[Stored data]
·····
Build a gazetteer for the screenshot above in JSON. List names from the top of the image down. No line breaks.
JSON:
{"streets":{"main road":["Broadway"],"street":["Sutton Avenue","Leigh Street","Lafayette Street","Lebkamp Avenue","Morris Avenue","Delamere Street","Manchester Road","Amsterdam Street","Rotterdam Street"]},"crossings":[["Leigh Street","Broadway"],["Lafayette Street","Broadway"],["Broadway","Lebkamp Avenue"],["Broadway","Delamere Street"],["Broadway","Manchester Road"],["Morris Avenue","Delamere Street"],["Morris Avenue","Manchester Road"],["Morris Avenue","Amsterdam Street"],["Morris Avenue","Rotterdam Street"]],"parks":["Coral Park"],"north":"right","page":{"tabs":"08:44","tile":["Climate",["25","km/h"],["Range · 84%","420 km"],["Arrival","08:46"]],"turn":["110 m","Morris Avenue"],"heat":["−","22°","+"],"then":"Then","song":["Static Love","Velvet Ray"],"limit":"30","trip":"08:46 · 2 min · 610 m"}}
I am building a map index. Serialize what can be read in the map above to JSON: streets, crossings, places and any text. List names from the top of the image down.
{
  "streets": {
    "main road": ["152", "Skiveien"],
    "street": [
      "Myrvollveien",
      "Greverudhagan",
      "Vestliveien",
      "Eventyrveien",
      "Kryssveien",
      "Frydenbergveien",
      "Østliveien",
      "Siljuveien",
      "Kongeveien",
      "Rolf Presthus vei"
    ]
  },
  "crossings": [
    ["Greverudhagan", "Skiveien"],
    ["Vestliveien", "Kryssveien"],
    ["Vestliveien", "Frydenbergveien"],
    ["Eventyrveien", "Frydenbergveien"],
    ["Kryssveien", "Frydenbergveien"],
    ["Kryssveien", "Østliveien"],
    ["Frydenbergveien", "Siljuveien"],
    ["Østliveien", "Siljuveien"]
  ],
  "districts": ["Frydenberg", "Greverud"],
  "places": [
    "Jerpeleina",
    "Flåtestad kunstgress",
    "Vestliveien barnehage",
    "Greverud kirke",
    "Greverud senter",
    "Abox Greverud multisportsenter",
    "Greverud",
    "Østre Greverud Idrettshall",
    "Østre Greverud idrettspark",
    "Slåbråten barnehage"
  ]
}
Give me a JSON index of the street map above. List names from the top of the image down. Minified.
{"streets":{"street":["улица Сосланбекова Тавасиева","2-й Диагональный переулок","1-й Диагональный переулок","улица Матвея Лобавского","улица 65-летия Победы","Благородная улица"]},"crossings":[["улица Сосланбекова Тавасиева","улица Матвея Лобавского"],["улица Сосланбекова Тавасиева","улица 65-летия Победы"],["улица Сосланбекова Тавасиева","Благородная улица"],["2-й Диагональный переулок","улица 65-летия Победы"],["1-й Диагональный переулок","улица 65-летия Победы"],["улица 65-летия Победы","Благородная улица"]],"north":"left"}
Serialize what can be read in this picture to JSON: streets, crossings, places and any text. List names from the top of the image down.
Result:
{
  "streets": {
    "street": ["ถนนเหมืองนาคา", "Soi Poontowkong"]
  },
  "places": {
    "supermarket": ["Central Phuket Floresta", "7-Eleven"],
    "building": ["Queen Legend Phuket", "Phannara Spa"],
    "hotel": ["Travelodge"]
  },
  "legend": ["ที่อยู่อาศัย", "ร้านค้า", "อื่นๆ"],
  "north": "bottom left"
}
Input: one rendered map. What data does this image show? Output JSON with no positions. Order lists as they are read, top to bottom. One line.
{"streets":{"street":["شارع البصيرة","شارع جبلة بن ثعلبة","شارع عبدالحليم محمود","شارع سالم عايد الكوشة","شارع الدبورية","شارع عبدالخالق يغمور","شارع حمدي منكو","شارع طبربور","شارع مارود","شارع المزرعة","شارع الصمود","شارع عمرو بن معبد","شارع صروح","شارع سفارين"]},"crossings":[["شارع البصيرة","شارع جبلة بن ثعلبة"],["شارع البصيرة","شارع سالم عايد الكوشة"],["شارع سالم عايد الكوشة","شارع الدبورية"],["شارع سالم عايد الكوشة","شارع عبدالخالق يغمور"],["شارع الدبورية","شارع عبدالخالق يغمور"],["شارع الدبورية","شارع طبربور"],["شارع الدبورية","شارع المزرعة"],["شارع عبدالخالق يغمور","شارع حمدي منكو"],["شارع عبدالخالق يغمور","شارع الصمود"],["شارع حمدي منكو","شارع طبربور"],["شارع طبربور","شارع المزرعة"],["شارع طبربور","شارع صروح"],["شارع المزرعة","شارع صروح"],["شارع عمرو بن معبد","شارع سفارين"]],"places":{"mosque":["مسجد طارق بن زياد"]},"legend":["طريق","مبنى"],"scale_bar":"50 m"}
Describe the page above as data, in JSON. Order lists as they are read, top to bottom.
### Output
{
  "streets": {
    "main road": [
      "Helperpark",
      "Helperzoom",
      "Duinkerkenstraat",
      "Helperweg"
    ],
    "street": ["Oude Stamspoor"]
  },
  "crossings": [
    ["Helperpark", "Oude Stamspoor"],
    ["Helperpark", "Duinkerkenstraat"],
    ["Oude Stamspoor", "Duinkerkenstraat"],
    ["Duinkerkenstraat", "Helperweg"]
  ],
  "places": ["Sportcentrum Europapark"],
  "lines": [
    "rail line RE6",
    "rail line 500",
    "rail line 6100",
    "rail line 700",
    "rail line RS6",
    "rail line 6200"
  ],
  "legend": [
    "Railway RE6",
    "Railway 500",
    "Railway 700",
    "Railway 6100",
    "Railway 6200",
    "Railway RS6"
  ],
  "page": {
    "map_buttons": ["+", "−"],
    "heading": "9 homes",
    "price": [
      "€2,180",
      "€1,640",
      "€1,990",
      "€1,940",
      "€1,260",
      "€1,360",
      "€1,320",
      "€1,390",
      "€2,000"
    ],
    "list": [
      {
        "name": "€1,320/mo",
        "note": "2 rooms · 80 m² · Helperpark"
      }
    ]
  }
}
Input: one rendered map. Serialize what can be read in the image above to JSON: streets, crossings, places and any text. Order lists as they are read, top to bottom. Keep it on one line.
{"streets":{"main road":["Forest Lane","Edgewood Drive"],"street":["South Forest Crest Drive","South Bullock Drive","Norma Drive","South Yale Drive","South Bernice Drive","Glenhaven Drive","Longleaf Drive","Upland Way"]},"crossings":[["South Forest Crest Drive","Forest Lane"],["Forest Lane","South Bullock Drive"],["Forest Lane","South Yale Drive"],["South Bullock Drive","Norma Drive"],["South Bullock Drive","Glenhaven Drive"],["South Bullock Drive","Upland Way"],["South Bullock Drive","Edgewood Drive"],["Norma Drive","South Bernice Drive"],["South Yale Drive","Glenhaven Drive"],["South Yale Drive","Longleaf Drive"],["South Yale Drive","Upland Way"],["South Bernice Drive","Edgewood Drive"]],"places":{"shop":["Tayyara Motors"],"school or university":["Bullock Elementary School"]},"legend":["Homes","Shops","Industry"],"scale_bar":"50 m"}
·····
_WORK INSTRUCTION_: Restate all of the data above. Match it word for word.

_ANSWER BOX_:
Build a gazetteer for the screenshot above in JSON. List names from the top of the image down. No line breaks.
JSON:
{"streets":{"main road":["Broadway"],"street":["Sutton Avenue","Leigh Street","Lafayette Street","Lebkamp Avenue","Morris Avenue","Delamere Street","Manchester Road","Amsterdam Street","Rotterdam Street"]},"crossings":[["Leigh Street","Broadway"],["Lafayette Street","Broadway"],["Broadway","Lebkamp Avenue"],["Broadway","Delamere Street"],["Broadway","Manchester Road"],["Morris Avenue","Delamere Street"],["Morris Avenue","Manchester Road"],["Morris Avenue","Amsterdam Street"],["Morris Avenue","Rotterdam Street"]],"parks":["Coral Park"],"north":"right","page":{"tabs":"08:44","tile":["Climate",["25","km/h"],["Range · 84%","420 km"],["Arrival","08:46"]],"turn":["110 m","Morris Avenue"],"heat":["−","22°","+"],"then":"Then","song":["Static Love","Velvet Ray"],"limit":"30","trip":"08:46 · 2 min · 610 m"}}
I am building a map index. Serialize what can be read in the map above to JSON: streets, crossings, places and any text. List names from the top of the image down.
{
  "streets": {
    "main road": ["152", "Skiveien"],
    "street": [
      "Myrvollveien",
      "Greverudhagan",
      "Vestliveien",
      "Eventyrveien",
      "Kryssveien",
      "Frydenbergveien",
      "Østliveien",
      "Siljuveien",
      "Kongeveien",
      "Rolf Presthus vei"
    ]
  },
  "crossings": [
    ["Greverudhagan", "Skiveien"],
    ["Vestliveien", "Kryssveien"],
    ["Vestliveien", "Frydenbergveien"],
    ["Eventyrveien", "Frydenbergveien"],
    ["Kryssveien", "Frydenbergveien"],
    ["Kryssveien", "Østliveien"],
    ["Frydenbergveien", "Siljuveien"],
    ["Østliveien", "Siljuveien"]
  ],
  "districts": ["Frydenberg", "Greverud"],
  "places": [
    "Jerpeleina",
    "Flåtestad kunstgress",
    "Vestliveien barnehage",
    "Greverud kirke",
    "Greverud senter",
    "Abox Greverud multisportsenter",
    "Greverud",
    "Østre Greverud Idrettshall",
    "Østre Greverud idrettspark",
    "Slåbråten barnehage"
  ]
}
Give me a JSON index of the street map above. List names from the top of the image down. Minified.
{"streets":{"street":["улица Сосланбекова Тавасиева","2-й Диагональный переулок","1-й Диагональный переулок","улица Матвея Лобавского","улица 65-летия Победы","Благородная улица"]},"crossings":[["улица Сосланбекова Тавасиева","улица Матвея Лобавского"],["улица Сосланбекова Тавасиева","улица 65-летия Победы"],["улица Сосланбекова Тавасиева","Благородная улица"],["2-й Диагональный переулок","улица 65-летия Победы"],["1-й Диагональный переулок","улица 65-летия Победы"],["улица 65-летия Победы","Благородная улица"]],"north":"left"}
Serialize what can be read in this picture to JSON: streets, crossings, places and any text. List names from the top of the image down.
Result:
{
  "streets": {
    "street": ["ถนนเหมืองนาคา", "Soi Poontowkong"]
  },
  "places": {
    "supermarket": ["Central Phuket Floresta", "7-Eleven"],
    "building": ["Queen Legend Phuket", "Phannara Spa"],
    "hotel": ["Travelodge"]
  },
  "legend": ["ที่อยู่อาศัย", "ร้านค้า", "อื่นๆ"],
  "north": "bottom left"
}
Input: one rendered map. What data does this image show? Output JSON with no positions. Order lists as they are read, top to bottom. One line.
{"streets":{"street":["شارع البصيرة","شارع جبلة بن ثعلبة","شارع عبدالحليم محمود","شارع سالم عايد الكوشة","شارع الدبورية","شارع عبدالخالق يغمور","شارع حمدي منكو","شارع طبربور","شارع مارود","شارع المزرعة","شارع الصمود","شارع عمرو بن معبد","شارع صروح","شارع سفارين"]},"crossings":[["شارع البصيرة","شارع جبلة بن ثعلبة"],["شارع البصيرة","شارع سالم عايد الكوشة"],["شارع سالم عايد الكوشة","شارع الدبورية"],["شارع سالم عايد الكوشة","شارع عبدالخالق يغمور"],["شارع الدبورية","شارع عبدالخالق يغمور"],["شارع الدبورية","شارع طبربور"],["شارع الدبورية","شارع المزرعة"],["شارع عبدالخالق يغمور","شارع حمدي منكو"],["شارع عبدالخالق يغمور","شارع الصمود"],["شارع حمدي منكو","شارع طبربور"],["شارع طبربور","شارع المزرعة"],["شارع طبربور","شارع صروح"],["شارع المزرعة","شارع صروح"],["شارع عمرو بن معبد","شارع سفارين"]],"places":{"mosque":["مسجد طارق بن زياد"]},"legend":["طريق","مبنى"],"scale_bar":"50 m"}
Describe the page above as data, in JSON. Order lists as they are read, top to bottom.
### Output
{
  "streets": {
    "main road": [
      "Helperpark",
      "Helperzoom",
      "Duinkerkenstraat",
      "Helperweg"
    ],
    "street": ["Oude Stamspoor"]
  },
  "crossings": [
    ["Helperpark", "Oude Stamspoor"],
    ["Helperpark", "Duinkerkenstraat"],
    ["Oude Stamspoor", "Duinkerkenstraat"],
    ["Duinkerkenstraat", "Helperweg"]
  ],
  "places": ["Sportcentrum Europapark"],
  "lines": [
    "rail line RE6",
    "rail line 500",
    "rail line 6100",
    "rail line 700",
    "rail line RS6",
    "rail line 6200"
  ],
  "legend": [
    "Railway RE6",
    "Railway 500",
    "Railway 700",
    "Railway 6100",
    "Railway 6200",
    "Railway RS6"
  ],
  "page": {
    "map_buttons": ["+", "−"],
    "heading": "9 homes",
    "price": [
      "€2,180",
      "€1,640",
      "€1,990",
      "€1,940",
      "€1,260",
      "€1,360",
      "€1,320",
      "€1,390",
      "€2,000"
    ],
    "list": [
      {
        "name": "€1,320/mo",
        "note": "2 rooms · 80 m² · Helperpark"
      }
    ]
  }
}
Input: one rendered map. Serialize what can be read in the image above to JSON: streets, crossings, places and any text. Order lists as they are read, top to bottom. Keep it on one line.
{"streets":{"main road":["Forest Lane","Edgewood Drive"],"street":["South Forest Crest Drive","South Bullock Drive","Norma Drive","South Yale Drive","South Bernice Drive","Glenhaven Drive","Longleaf Drive","Upland Way"]},"crossings":[["South Forest Crest Drive","Forest Lane"],["Forest Lane","South Bullock Drive"],["Forest Lane","South Yale Drive"],["South Bullock Drive","Norma Drive"],["South Bullock Drive","Glenhaven Drive"],["South Bullock Drive","Upland Way"],["South Bullock Drive","Edgewood Drive"],["Norma Drive","South Bernice Drive"],["South Yale Drive","Glenhaven Drive"],["South Yale Drive","Longleaf Drive"],["South Yale Drive","Upland Way"],["South Bernice Drive","Edgewood Drive"]],"places":{"shop":["Tayyara Motors"],"school or university":["Bullock Elementary School"]},"legend":["Homes","Shops","Industry"],"scale_bar":"50 m"}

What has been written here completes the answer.